I need to first extract the signs, mantissas and exponents of floating point numbers on the processor which do support floating point. So, my question is how can I get the sign, mantissa and exponent of a single precision floating point number.

Following the format from this figure,

enter image description here That is what I've done so far, but except sign, neither mantissa and exponent are correct. I think, I'm missing something.

void getSME( int *s, int *m, int *e, float number )
{
    unsigned int* ptr = (unsigned int*)&number;

    *s = *ptr >> 31;
    *e = *ptr & 0x7f800000;
    *e >>= 23;
    *m = *ptr & 0x007fffff;
}

Upvotes: 75

Views: 151505

Answers (9)

Steve Summit
Steve Summit

Reputation: 48133

How to get the sign, mantissa and exponent of a floating point number?

You're partway there. There are actually three different parts to this problem:

  1. Get at the underlying bits of the floating-point number
  2. Extract the raw sign, exponent, and fraction bits
  3. Convert those raw bits to their scaled representations

You've got a good enough handle on #2. Your approach to #1 might or might not work. And then #3 is probably what you were missing.

(This will be a somewhat long answer. Properly extracting — and interpreting — the components of a floating-point number is a bit trickier than you might think. I'm going to try to cover all the gory details, without leaving anything out.)

There are three good ways of getting at the underlying bits: (a) unions, (b) char pointers, or (c) memcpy. But the approach you've used, (d) pointers to something larger than char (in this case, unsigned int) is not guaranteed to work.

The union approach might look like this:

union fltunion {
    float f;
    uint32_t i;
} u;

u.f = number;
uint32_t i = u.i;

I'll have more to say about subproblem (1) later. For subproblem (2), your code is fine. But it's important to realize that what we're extracting here are the raw bit fields — they are not yet useful, scaled values. So I'm going to store them in separately-named "raw" variables, emphasizing that fact. Also, because it can be clearer, I'm going to shift right, then mask off the bits I want:

unsigned int rawsign = (i >> 31) & 0x01;
unsigned int rawexp  = (i >> 23) & 0xff;
unsigned int rawfrac =  i        & 0x7fffff;

You can also make this clearer still by using an auxiliary function or macro to automatically construct a mask where N gives you the number of '1' bits:

#define MASK(N) ((1u << N) - 1)

unsigned int rawsign = (i >> 31) & MASK(1);
unsigned int rawexp  = (i >> 23) & MASK(8);
unsigned int rawfrac =  i        & MASK(23);

But now comes the important, easy-to-overlook, and slightly tricky part: All three of those raw values, rawsign, rawexp, and rawfrac, need to be explicitly converted to useful, scaled values.

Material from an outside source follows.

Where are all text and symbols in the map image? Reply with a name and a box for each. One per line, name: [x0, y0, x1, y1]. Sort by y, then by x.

The sign is easy. If it's 0 we have a positive number, or if it's 1 we have a negative number:

int sign;
if(rawsign == 0) sign = 1;
else             sign = -1;

Or of course you could be a C programmer and write

int sign = (rawsign == 0) ? 1 : -1;

The exponent is a bit trickier. It's an 8-bit number, so it can range from 0 to 255. But there are three separate cases. If it's in the slightly narrower range from 1 to 254, then we're dealing with a normal floating-point value. But if the raw exponent field is at its minimum or maximum value, 0 or 255, we're dealing with something special.

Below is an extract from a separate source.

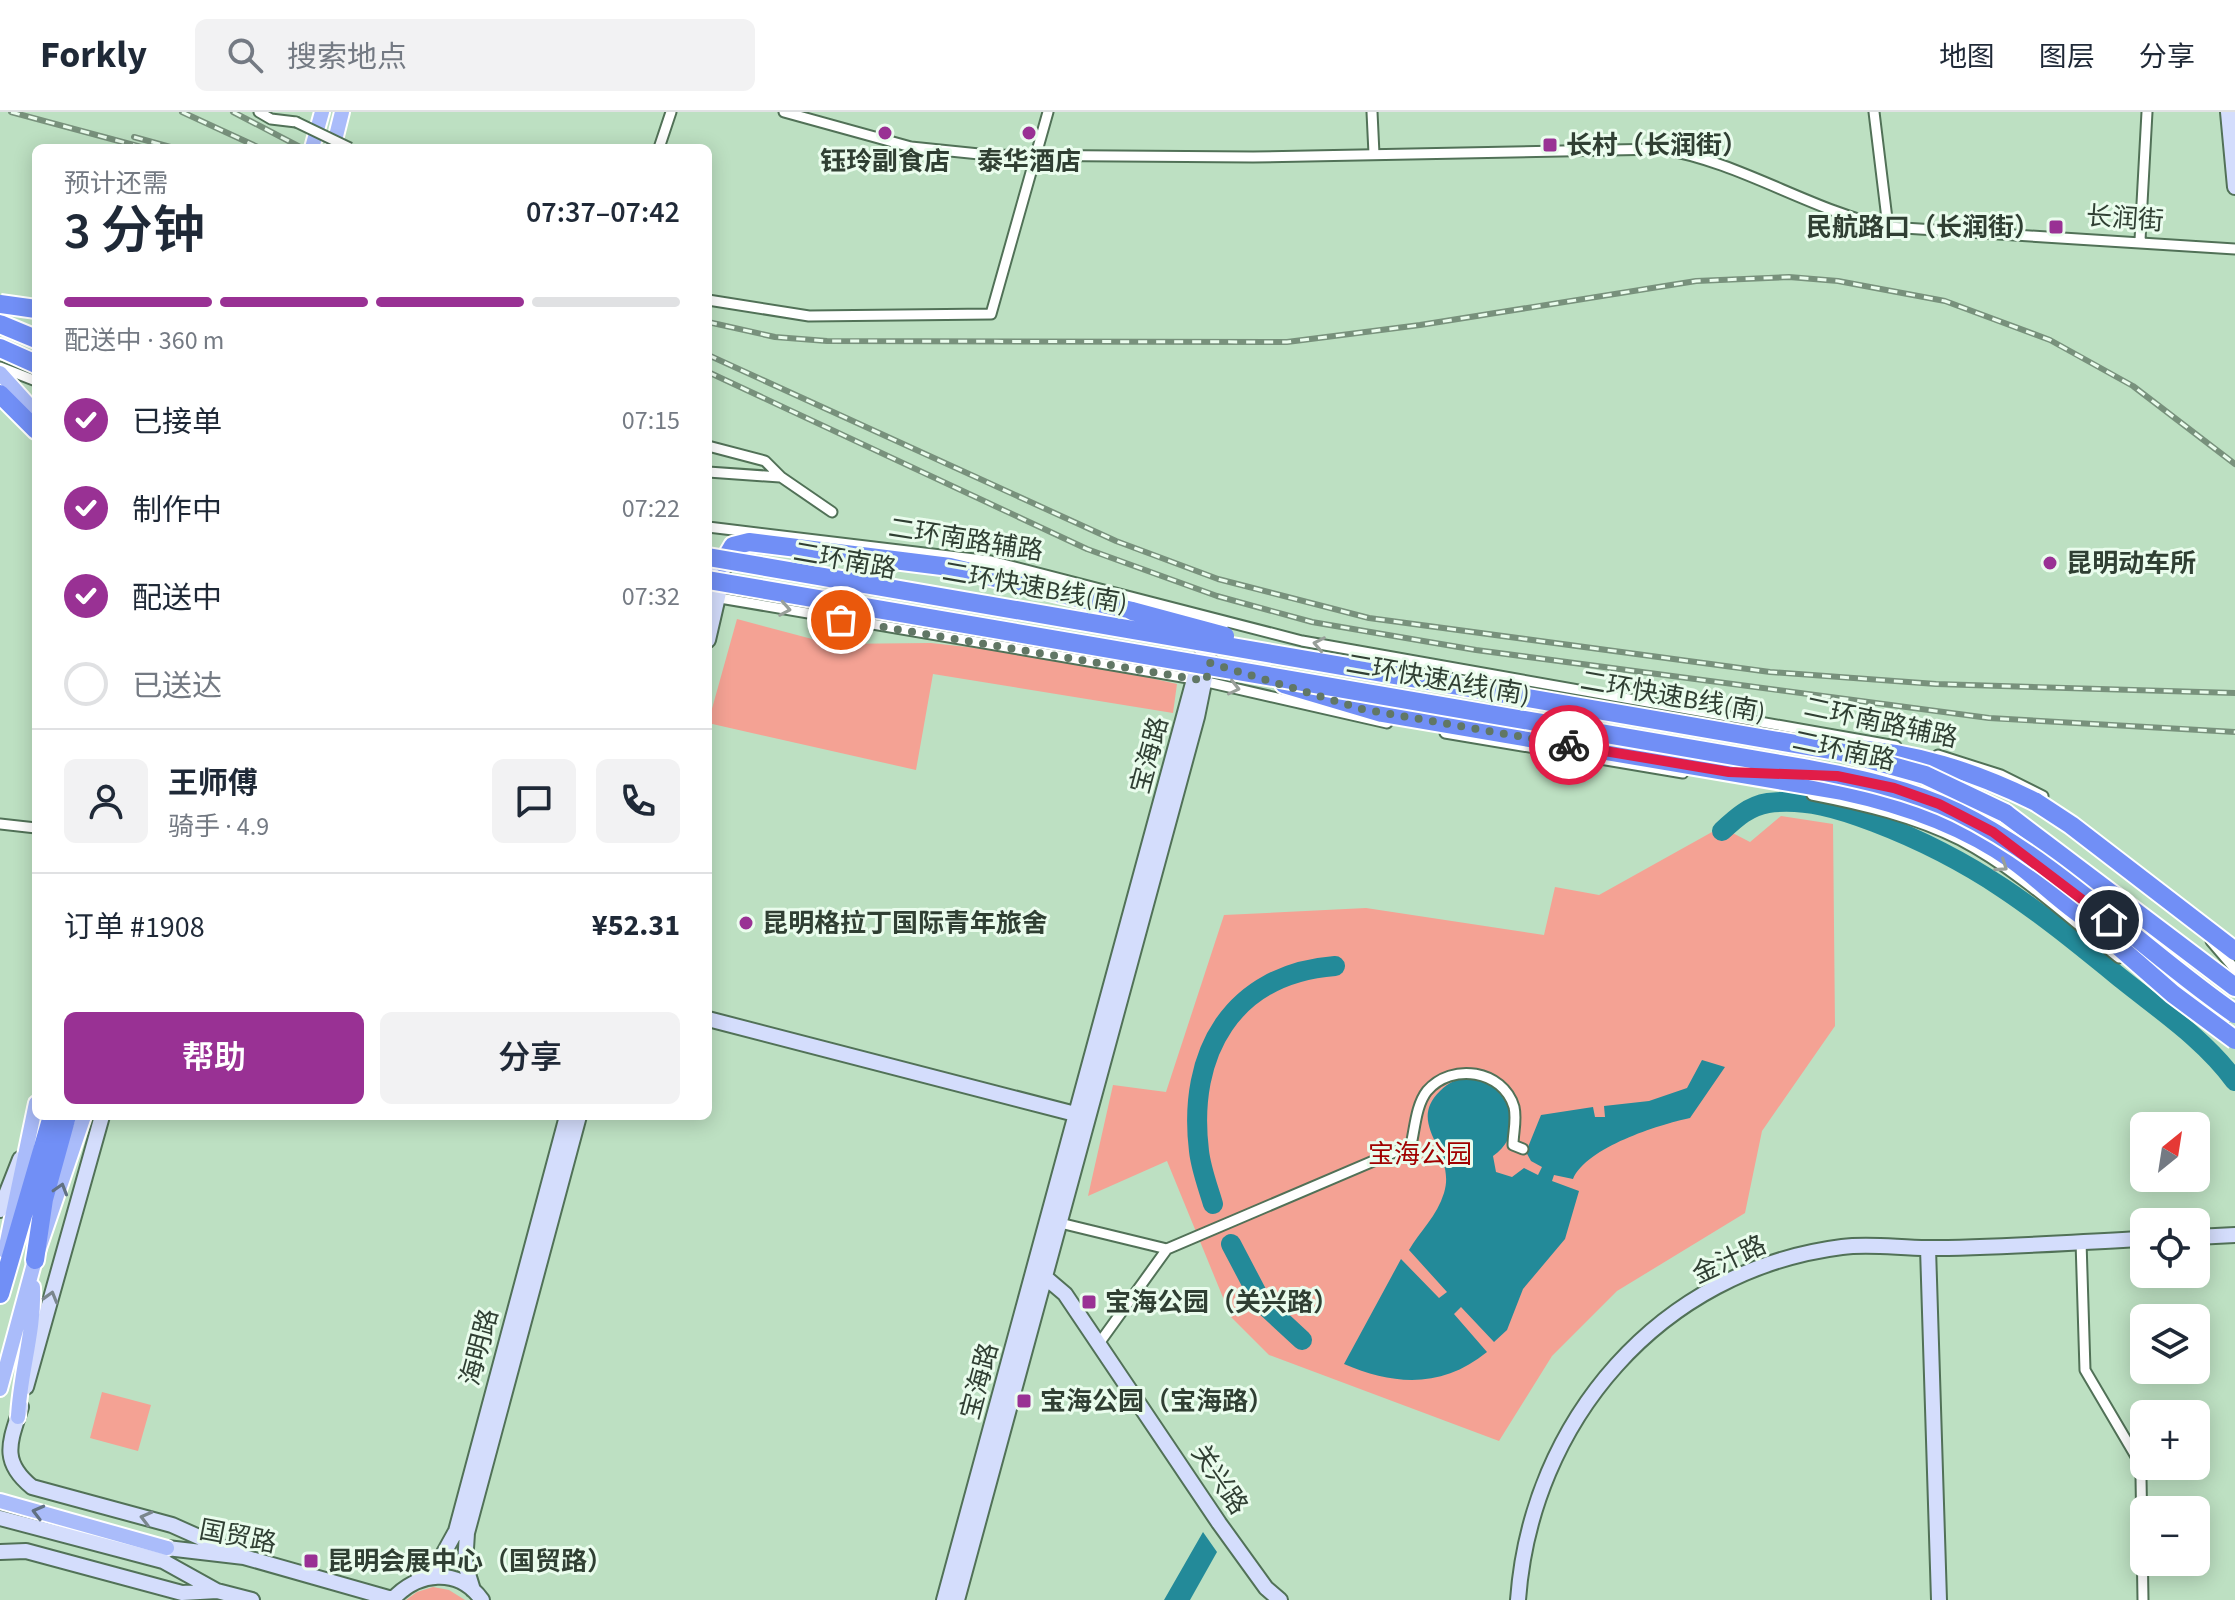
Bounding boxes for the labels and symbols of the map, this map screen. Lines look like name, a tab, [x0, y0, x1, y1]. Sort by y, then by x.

Assuming we're dealing with a normal exponent, the scaled exponent is the raw exponent, minus 127:

int exponent = rawexp - 127;

And then we come to the truly magical part. For a normal floating-point number, that bit-field rawfrac we extracted contains the binary fraction bits to the right of the decimal point (actually we should more properly call it the "binary point"). And then to the left of the binary point there's automatically a 1. So if the 23 binary bits in rawfrac are fffffffffffffffffffffff, then our actual mantissa — actually we can more properly call it the "significand" — is:

1.fffffffffffffffffffffff

Study this carefully to make sure you understand it. That "1." part on the left sort of appeared out of thin air. It's commonly called the "hidden 1 bit" or the "implicit 1 bit". The significand of a normal single-precision floating-point number actually has 24 bits of precision, even though only 23 of them are stored as such, because the leading bit is always 1.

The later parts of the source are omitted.